Court Opinion

ID: 6364068
Source: CourtListenerOpinion
Date Created: 2022-06-24 23:38:53.705887+00
Date Added: 2024-06-11T15:49:46.868456
License: Public Domain

Opinion by
Judge Crumlish, Jr.,
Angelo Vitello (Appellant) appeals the decision of the Workmen’s Compensation Appeal Board (Board) which affirmed the decision of the referee dismissing his modification petition.

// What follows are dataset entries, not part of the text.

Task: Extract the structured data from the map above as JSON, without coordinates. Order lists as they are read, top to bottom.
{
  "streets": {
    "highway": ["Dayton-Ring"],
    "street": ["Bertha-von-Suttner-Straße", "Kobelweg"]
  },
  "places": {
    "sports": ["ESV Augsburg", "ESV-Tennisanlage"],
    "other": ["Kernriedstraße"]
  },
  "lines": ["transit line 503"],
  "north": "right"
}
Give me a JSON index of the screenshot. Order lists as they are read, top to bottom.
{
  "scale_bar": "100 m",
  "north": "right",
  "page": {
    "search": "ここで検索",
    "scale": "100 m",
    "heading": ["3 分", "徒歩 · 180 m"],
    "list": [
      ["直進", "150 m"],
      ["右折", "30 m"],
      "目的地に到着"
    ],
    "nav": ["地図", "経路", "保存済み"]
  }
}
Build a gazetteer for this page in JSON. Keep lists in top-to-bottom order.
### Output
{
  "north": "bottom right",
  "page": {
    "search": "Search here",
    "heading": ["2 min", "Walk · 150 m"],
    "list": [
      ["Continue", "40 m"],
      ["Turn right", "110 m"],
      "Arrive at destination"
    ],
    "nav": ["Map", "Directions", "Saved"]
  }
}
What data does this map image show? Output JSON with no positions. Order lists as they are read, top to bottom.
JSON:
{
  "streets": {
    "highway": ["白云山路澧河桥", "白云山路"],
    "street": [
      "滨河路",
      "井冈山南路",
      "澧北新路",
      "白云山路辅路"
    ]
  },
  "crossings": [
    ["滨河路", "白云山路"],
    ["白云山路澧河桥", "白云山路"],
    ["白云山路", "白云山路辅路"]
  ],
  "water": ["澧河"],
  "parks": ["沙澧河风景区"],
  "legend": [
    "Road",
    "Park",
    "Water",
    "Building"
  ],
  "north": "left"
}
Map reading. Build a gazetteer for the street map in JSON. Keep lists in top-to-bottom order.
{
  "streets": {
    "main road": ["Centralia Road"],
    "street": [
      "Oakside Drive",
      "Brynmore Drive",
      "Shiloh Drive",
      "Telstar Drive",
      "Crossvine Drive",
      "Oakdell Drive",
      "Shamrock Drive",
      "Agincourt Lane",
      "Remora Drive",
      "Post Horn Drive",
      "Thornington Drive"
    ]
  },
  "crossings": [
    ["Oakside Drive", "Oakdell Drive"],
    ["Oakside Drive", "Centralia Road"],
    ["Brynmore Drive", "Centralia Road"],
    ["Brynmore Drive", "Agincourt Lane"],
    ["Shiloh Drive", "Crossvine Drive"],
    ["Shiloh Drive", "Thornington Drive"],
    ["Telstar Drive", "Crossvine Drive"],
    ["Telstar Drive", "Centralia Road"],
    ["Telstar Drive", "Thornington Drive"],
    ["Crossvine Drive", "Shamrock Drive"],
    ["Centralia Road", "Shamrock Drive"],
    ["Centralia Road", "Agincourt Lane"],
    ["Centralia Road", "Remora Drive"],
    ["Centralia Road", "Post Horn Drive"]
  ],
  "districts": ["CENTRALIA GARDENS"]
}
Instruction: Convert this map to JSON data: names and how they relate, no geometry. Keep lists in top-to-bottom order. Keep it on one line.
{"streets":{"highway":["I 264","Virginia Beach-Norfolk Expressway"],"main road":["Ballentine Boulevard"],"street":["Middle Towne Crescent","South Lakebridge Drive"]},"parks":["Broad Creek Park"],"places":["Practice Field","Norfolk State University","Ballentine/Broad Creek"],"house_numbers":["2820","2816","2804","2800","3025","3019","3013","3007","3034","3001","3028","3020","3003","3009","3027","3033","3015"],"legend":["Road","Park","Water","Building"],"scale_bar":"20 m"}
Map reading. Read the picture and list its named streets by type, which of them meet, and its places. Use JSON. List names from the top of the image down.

In July, 1965, Appellant sustained a job-related injury and was granted benefits for total disability until April of 1966 when he resumed work. Thereafter, *174Appellant applied for and received an award of partial disability commencing December, 1967. This award was paid for the full statutory period. After the expiration of the award for partial disability. Appellant filed a modification petition alleging that total disability had resulted from the July, 1965 injury. Said petition was denied by the referee who found that Appellant had failed to establish that his current disability was caused by the original accident. This adjudication was affirmed by the Board.
Appellant asserts that the decisions of the referee and Board are not supported by competent evidence.
"We cannot agree.
It was agreed that Appellant now suffers total disability but, while the doctor who testified on behalf of Appellant believed that the disability was caused by the 1965 injury, the doctor who testified for the employer opined that the disability was caused by other unrelated reasons. Appellant’s doctor, although not a specialist, had treated him for the original injury while the employer’s doctor, although a specialist in the field in which the injury occurred, had seen Appellant only once. Appellant argues, in effect, that it was improper for the referee to accept the testimony of a doctor who had only examined Appellant once over the testimony of the doctor who had treated Appellant for the original injury.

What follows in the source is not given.